This is why it should be re­jected

Kuwait Times - - FROM THE ARABIC PRESS - By Ab­del­latif Al-Duaij

Ama­jor­ity of peo­ple ob­jected to, or rather ridiculed, the re­li­gious doc­u­ment that was put out for sign­ing lately, be­cause most of those who signed it do not be­lieve in it or have be­hav­iors that are con­trary to its con­tent in their per­sonal lives. This ma­jor­ity may be truth­ful and right, but this ma­jor­ity re­gret­fully over­looked that the doc­u­ment con­tra­dicts the con­sti­tu­tion to start with, as well as demo­cratic prin­ci­ples and the rules and ori­gins of rul­ing in Kuwait. This makes it con­tra­dic­tory with Na­tional As­sem­bly elec­tions. It is good to be signed by any re­li­gious per­son any­where, but not by some­one who is a can­di­date, and this should have been the ba­sis of op­pos­ing it.

Run­ning for the As­sem­bly means ac­cept­ing the con­sti­tu­tion, the oath to re­spect it and the un­der­tak­ing to pro­tect it from those want­ing to mess with it. The un­der­tak­ings men­tioned in the doc­u­ment con­tra­dict the demo­cratic sys­tem and put down the con­sti­tu­tion. The doc­u­ment re­jects demo­cratic prin­ci­ples and clashes with many of the con­sti­tu­tional ar­ti­cles that those who signed it will swear to re­spect.

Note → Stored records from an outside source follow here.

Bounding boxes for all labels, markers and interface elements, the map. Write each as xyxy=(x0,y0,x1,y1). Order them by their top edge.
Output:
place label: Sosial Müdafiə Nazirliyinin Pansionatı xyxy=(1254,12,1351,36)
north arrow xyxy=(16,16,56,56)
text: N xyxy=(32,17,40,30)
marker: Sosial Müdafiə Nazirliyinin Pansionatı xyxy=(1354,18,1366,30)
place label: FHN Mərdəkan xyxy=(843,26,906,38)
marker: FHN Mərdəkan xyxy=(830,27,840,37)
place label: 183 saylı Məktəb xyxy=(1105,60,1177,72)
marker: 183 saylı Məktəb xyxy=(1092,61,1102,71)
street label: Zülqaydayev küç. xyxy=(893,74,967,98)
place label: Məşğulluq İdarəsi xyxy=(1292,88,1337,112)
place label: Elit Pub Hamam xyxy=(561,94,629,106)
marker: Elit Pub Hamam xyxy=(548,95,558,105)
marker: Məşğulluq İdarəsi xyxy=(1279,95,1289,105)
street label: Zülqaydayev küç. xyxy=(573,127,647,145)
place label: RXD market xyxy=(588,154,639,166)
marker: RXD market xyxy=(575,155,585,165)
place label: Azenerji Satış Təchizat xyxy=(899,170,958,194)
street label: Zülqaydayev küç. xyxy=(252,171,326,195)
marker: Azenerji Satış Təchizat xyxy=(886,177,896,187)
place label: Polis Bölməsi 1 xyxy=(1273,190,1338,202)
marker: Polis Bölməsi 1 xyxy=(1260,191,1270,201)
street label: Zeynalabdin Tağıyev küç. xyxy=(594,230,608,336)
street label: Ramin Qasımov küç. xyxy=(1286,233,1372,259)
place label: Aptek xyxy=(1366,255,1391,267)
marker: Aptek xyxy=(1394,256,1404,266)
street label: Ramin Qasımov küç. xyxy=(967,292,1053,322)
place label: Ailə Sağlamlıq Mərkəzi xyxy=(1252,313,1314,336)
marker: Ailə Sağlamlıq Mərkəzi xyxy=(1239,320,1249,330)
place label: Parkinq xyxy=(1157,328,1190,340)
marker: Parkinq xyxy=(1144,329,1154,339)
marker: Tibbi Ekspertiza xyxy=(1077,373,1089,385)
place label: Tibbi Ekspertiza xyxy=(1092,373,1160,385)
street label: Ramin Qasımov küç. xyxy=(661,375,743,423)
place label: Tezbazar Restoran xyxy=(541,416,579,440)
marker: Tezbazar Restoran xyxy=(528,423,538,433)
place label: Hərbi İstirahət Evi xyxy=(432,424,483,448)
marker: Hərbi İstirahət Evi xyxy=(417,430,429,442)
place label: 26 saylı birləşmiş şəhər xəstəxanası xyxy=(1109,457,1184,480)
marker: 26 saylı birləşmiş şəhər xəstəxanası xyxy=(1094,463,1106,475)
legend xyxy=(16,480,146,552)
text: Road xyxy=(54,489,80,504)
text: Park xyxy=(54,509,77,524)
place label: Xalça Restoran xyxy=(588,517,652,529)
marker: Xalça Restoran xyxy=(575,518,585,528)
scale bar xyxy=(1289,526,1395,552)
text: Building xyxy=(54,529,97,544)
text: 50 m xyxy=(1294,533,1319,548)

It is not an ac­ci­dent that the Ara­bic al­pha­bets “NRFD”, which means we re­ject, are the same that are used in “NFRD”, which means we im­pose, be­cause the mean­ing is the same, as re­jec­tion and im­pos­ing are two un­demo­cratic prin­ci­ples and be­hav­iors. You pro­pose and not im­pose, and you op­pose and not re­ject, as both re­jec­tion and im­pos­ing are con­trary to the demo­cratic sys­tem and clash with the Kuwaiti con­sti­tu­tion in par­tic­u­lar. So sign­ing this doc­u­ment con­tra­dicts the con­sti­tu­tion, and should not be done by a can­di­date run­ning in the As­sem­bly elec­tions.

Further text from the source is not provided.